◆ **Record extracts**:
------------

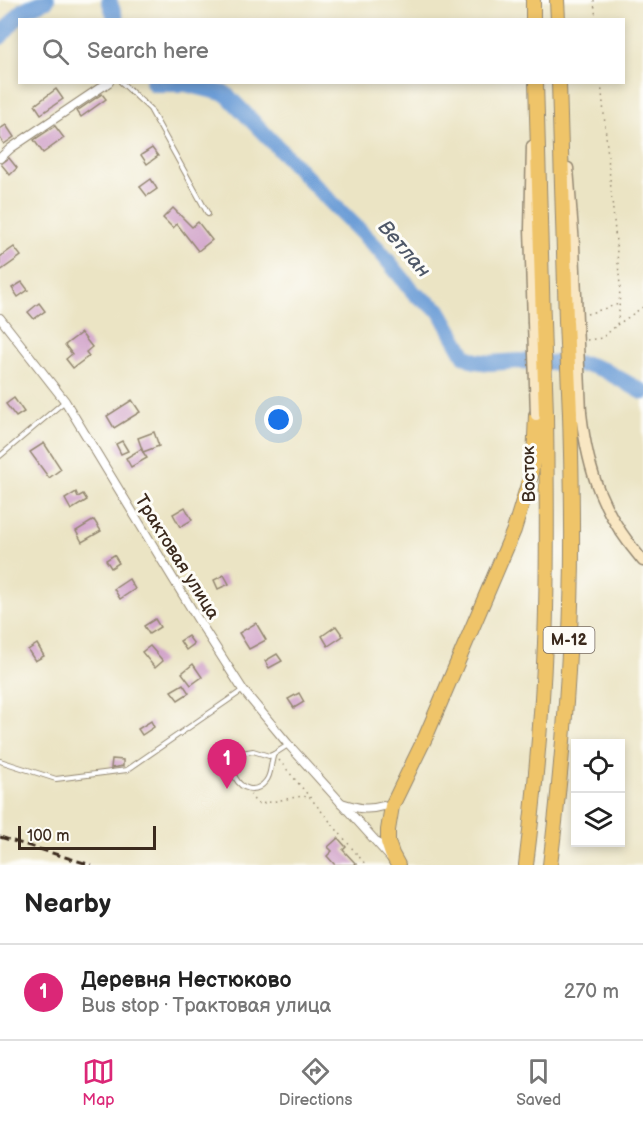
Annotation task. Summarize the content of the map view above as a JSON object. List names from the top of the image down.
{
  "streets": {
    "highway": ["Восток", "М-12"],
    "street": ["Трактовая улица"]
  },
  "water": ["Ветлан"],
  "scale_bar": "100 m",
  "page": {
    "search": "Search here",
    "pins": "1",
    "scale": "100 m",
    "heading": "Nearby",
    "list": [
      {
        "mark": "1",
        "name": "Деревня Нестюково",
        "note": "Bus stop · Трактовая улица",
        "value": "270 m"
      }
    ],
    "nav": ["Map", "Directions", "Saved"]
  }
}
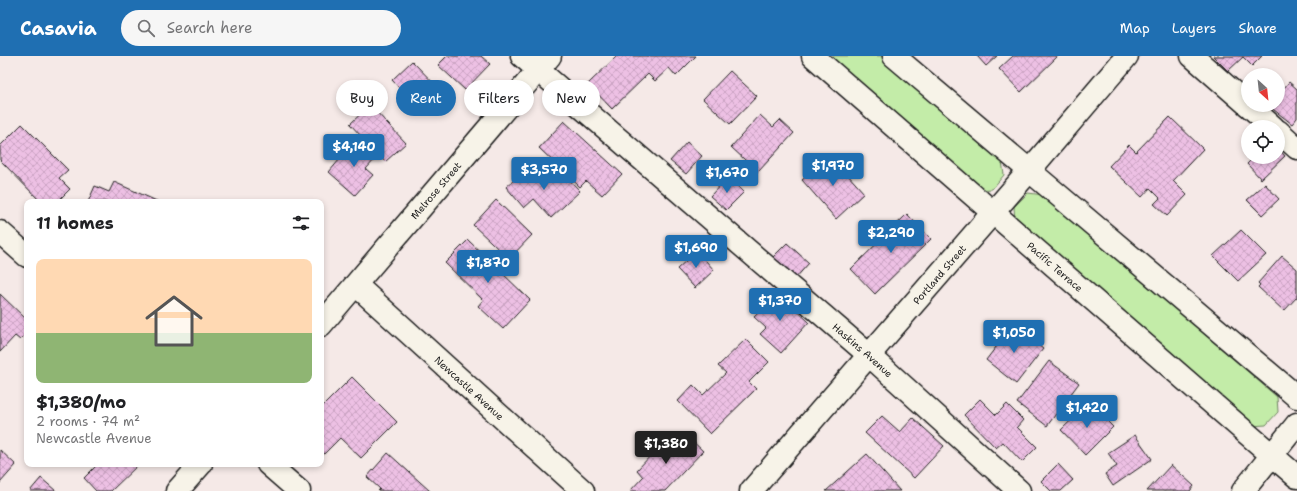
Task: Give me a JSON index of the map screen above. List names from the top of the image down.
{
  "streets": {
    "street": [
      "Melrose Street",
      "Pacific Terrace",
      "Portland Street",
      "Haskins Avenue",
      "Newcastle Avenue"
    ]
  },
  "crossings": [
    ["Melrose Street", "Haskins Avenue"],
    ["Melrose Street", "Newcastle Avenue"],
    ["Pacific Terrace", "Portland Street"],
    ["Portland Street", "Haskins Avenue"]
  ],
  "north": "bottom right",
  "page": {
    "header": "Casavia",
    "search": "Search here",
    "nav": ["Map", "Layers", "Share"],
    "chip": [
      "Buy",
      "Rent",
      "Filters",
      "New"
    ],
    "price": [
      "$4,140",
      "$1,970",
      "$3,570",
      "$1,670",
      "$2,290",
      "$1,690",
      "$1,870",
      "$1,370",
      "$1,050",
      "$1,420",
      "$1,380"
    ],
    "heading": "11 homes",
    "list": [
      {
        "name": "$1,380/mo",
        "note": "2 rooms · 74 m² · Newcastle Avenue"
      }
    ]
  }
}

------------

Extract all lines from the material above that include the word "note".

        "note": "Bus stop · Трактовая улица",
        "note": "2 rooms · 74 m² · Newcastle Avenue"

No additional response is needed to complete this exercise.